I suggest you give it a try!

User avatar
Forum Pro
Posts: 2885
Joined: January 2009
I did the same thing, and I realized that
the only real protagonist in the film is the twin brother who loved Sarah and had a children. He is romantic and he acts more like a grown up than his brother who is - as you said - hot-tempered and more obsessed with his profession.

User avatar
Posts: 2281
Joined: July 2009
Location: Ontario, Canada
DHOPW42 wrote:I did the same thing, and I realized that
the only real protagonist in the film is the twin brother who loved Sarah and had a children. He is romantic and he acts more like a grown up than his brother who is - as you said - hot-tempered and more obsessed with his profession.

That's true.
The more reserved brother is more level-headed and really is the only protagonist in the film, you can also count Cutter's character as well. Both of them realize the dangers of obsession and choose not to pursue it. The hot-tempered brother gives into his obsession. The impulsive brother is also the better magician, I believe he was the one who was able to figure out the Chinese magician's trick. Angier is the better showman, this is shown recurrently through the film where Alfred is not able to "dress-up" his tricks to be more entertaining.

I actually have a theory that it was the impulsive brother who aided in beginning and fueling the rivalry.

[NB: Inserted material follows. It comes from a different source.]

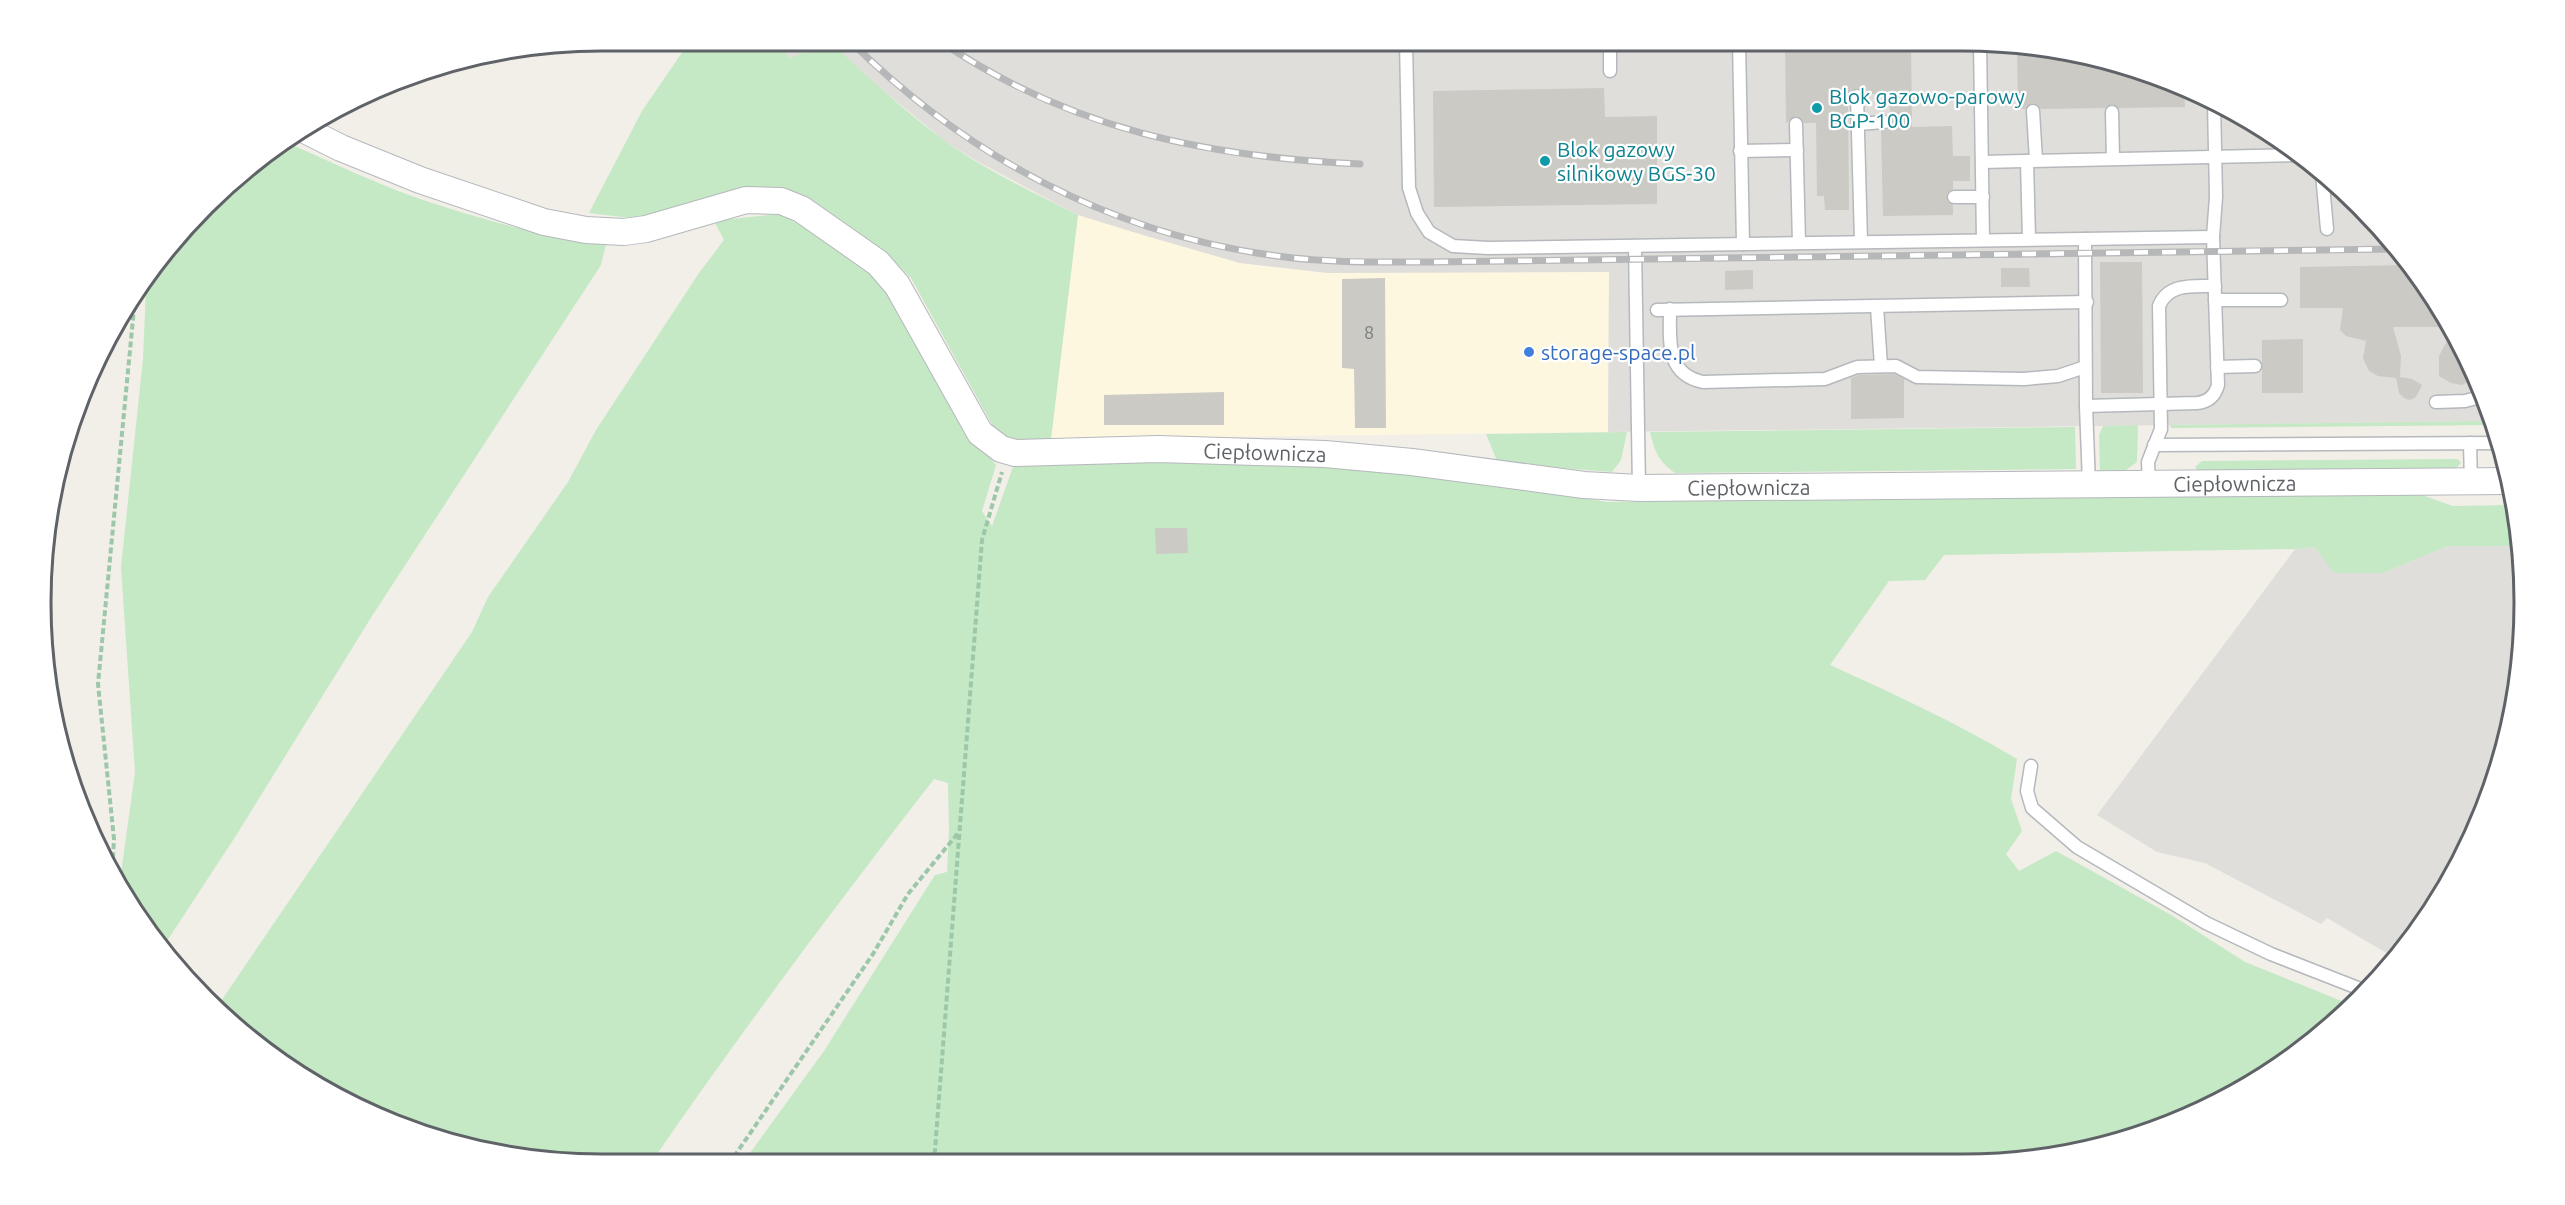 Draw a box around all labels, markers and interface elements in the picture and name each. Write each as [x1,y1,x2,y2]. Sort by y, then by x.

I believe the calmer brother was not as prominent in the rivalry between them as he was more interested in his family and his career.

User avatar
Forum Pro
Posts: 2885
Joined: January 2009
There's one thing I don't understand.

There's that scene where Angier sees Borden performing The Transported Man the first time. The screen cuts to Angier telling Olivia what he saw, then it cuts to Borden doing his trick, this goes on and on, and at the end of the scene we see Cutter sitting and watching Borden's show. Then we hear the popping rubberball, but we don't see what happens on the stage. Why is that? What exactly happened there?

Angier says that it's the best magic trick he has ever seen, so it's clear that Borden performed it perfectly, but why can't we see that? Why do we have to see Cutter and hear the rubberball instead of watching Borden coming out of the other wardrobe? Does it have any significance anyway?

User avatar
Posts: 1883
Joined: March 2009
Location: Leiden
I believe Nolan did that to create a mystery around the trick. We know what happend, but didn't see it good for our own. In this way, not only the character in the movie, but also the viewers of the movie begin to wonder how he managed to do that.
We are just as surprised as Angier.
David emerges from the store slowly. He braces himself against a parked car and then keeps on walking in a nightmarish daze.

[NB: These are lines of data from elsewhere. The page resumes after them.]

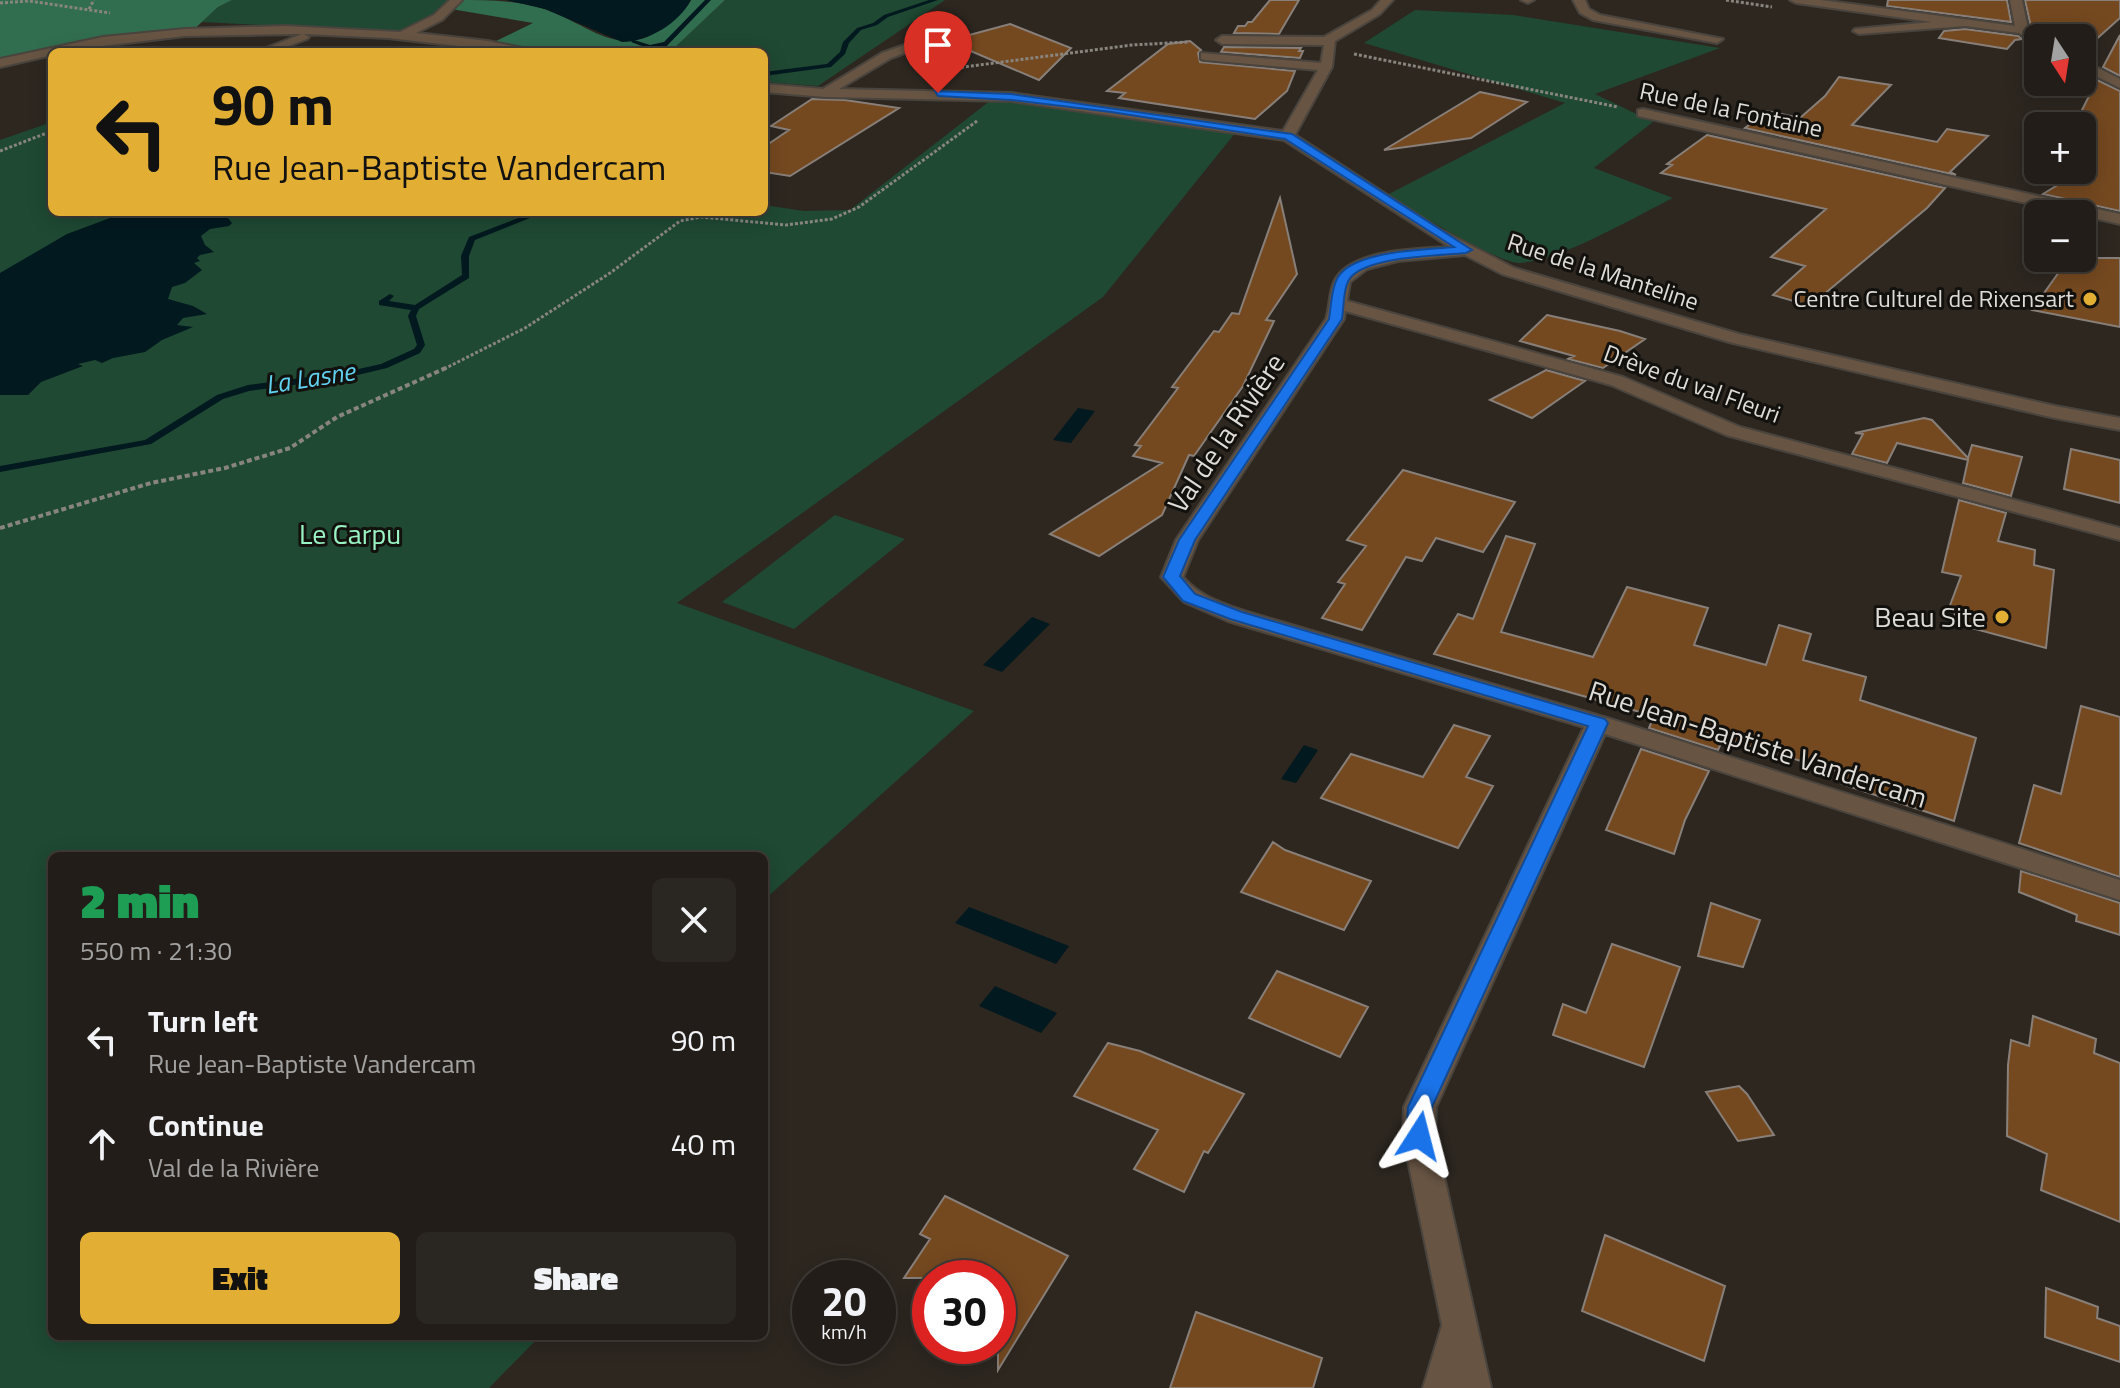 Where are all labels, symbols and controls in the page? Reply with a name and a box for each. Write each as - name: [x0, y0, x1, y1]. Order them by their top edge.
- pin: [904, 11, 972, 93]
- icon: arrive: [916, 23, 960, 67]
- north arrow: [2024, 24, 2096, 96]
- map controls: [2024, 24, 2096, 272]
- text: 90 m: [212, 62, 334, 147]
- street label: Rue de la Fontaine: [1636, 72, 1826, 146]
- icon: left: [80, 80, 184, 184]
- button: +: [2024, 112, 2096, 184]
- text: Rue Jean-Baptiste Vandercam: [212, 139, 666, 194]
- button: −: [2024, 200, 2096, 272]
- street label: Rue de la Manteline: [1503, 223, 1704, 319]
- place label: Centre Culturel de Rixensart: [1793, 280, 2075, 316]
- marker: Centre Culturel de Rixensart: [2081, 290, 2099, 308]
- street label: Drève du val Fleuri: [1599, 334, 1786, 432]
- street label: Val de la Rivière: [1156, 344, 1295, 521]
- water label: La Lasne: [262, 351, 359, 404]
- park label: Le Carpu: [299, 512, 401, 555]
- place label: Beau Site: [1874, 595, 1986, 638]
- marker: Beau Site: [1993, 608, 2011, 626]
- street label: Rue Jean-Baptiste Vandercam: [1583, 668, 1933, 819]
- text: 2 min: [80, 864, 199, 937]
- button: close: [652, 878, 736, 962]
- text: 550 m · 21:30: [80, 931, 232, 970]
- text: Turn left: [148, 998, 258, 1044]
- text: 90 m: [671, 1017, 736, 1063]
- icon: left: [80, 1018, 124, 1062]
- text: Rue Jean-Baptiste Vandercam: [148, 1044, 476, 1083]
- position arrow: [1377, 1094, 1461, 1178]
- text: Continue: [148, 1102, 264, 1148]
- text: 40 m: [671, 1121, 736, 1167]
- icon: ahead: [80, 1122, 124, 1166]
- text: Val de la Rivière: [148, 1148, 319, 1187]
- button: Exit: [80, 1232, 400, 1324]
- button: Share: [416, 1232, 736, 1324]
- speed limit sign: 30: [912, 1260, 1016, 1364]
- text: 20: [822, 1271, 866, 1332]
- text: km/h: [821, 1316, 867, 1347]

WE PULL BACK as David blends in with dozens and dozens of ordinary people, walking on an ordinary street, in an ordinary city.

User avatar
Posts: 2281
Joined: July 2009
Location: Ontario, Canada
It is definitely odd that Nolan didn't show the actual trick until much later, but I think there are several reasons behind this. I think it reflects on Cutter's monologue at the end of the film, about how the audience WANTS to be fooled.

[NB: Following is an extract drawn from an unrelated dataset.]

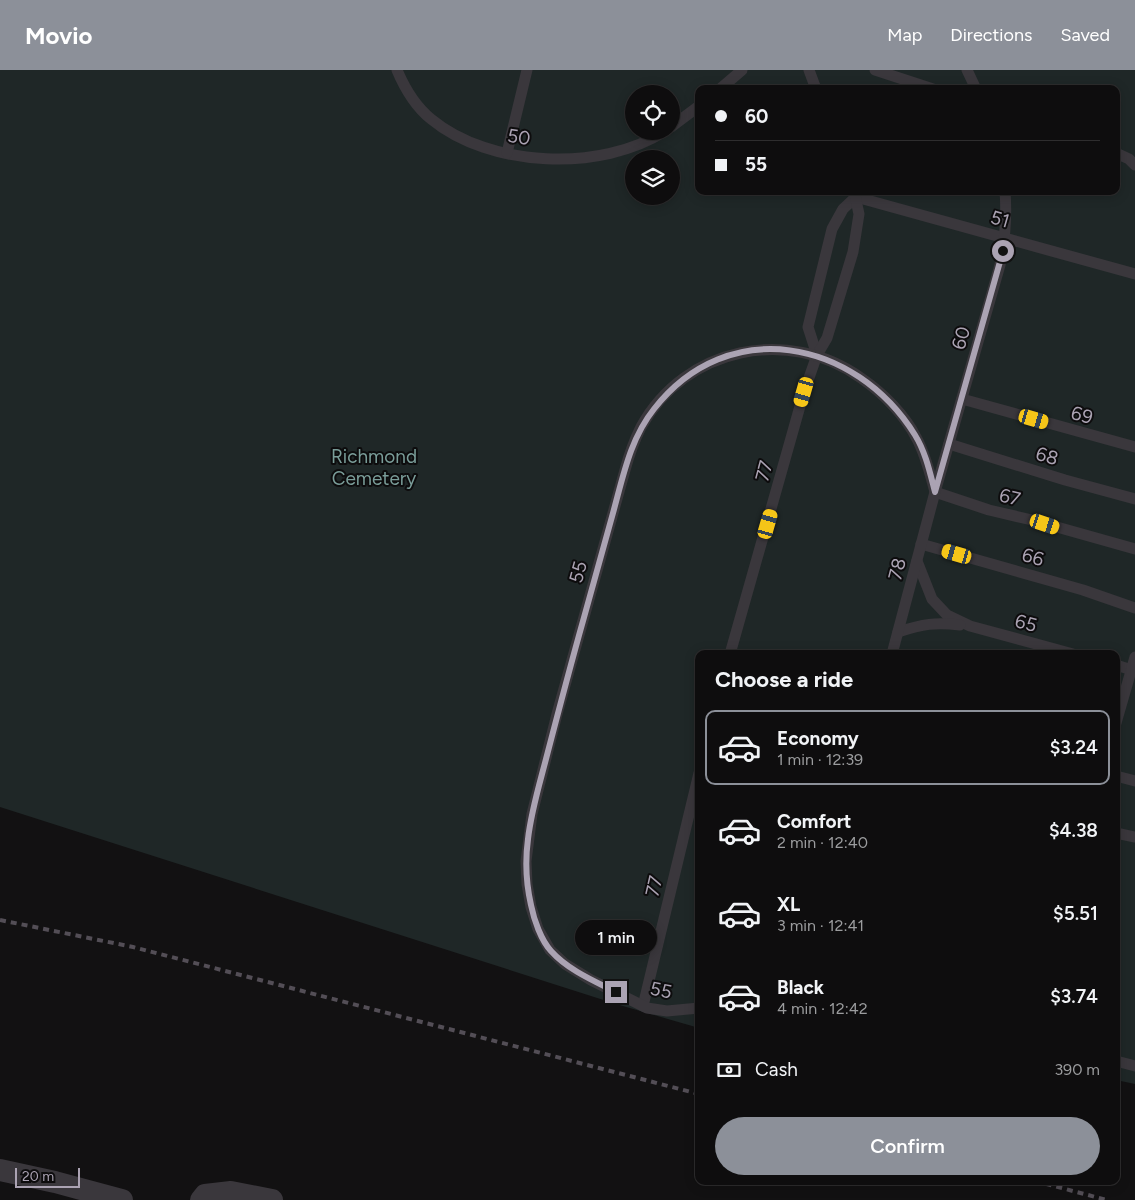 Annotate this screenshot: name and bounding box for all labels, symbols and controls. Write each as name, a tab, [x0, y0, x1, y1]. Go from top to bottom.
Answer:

Angier is in awe saying that it's the best trick he's ever seen but the audience is shown to be quite unenthusiastic. This kind of creates a dialectic where one character is astounded but everyone else is unintersted. We WANT to know what the trick was, but we DO know what the trick is. We kind of fill in the blanks about the nature of the trick ourselves after we see Angier trying to duplicate it and through other factors.

When I first watched it, I immedietly thought that he must have appeared on the other side, even though it wasn't shown.

Posts: 2512
Joined: November 2009
Everytime when i watch the movie i found out more things,that's so good about the movie.

User avatar
Posts: 3728
Joined: August 2009
Location: a galaxy far far away
After realizing that Alfred
has a twin brother, I watched it again and tried to spot which brother is in which scene.
I have to marvel at Christian Bale in the film, he magnificently manages to play
two characters, who, upon the first viewing appear to be the same person, but on separate viewings have subtle differences between them. One brother is calm and planning while one is hot-tempered and brash.

I started to do that when I bought the DVD and it's amazing what Christian Bale do with both characters. Now, everytime that I watch the movie I can't ignore the differences between the two brothers.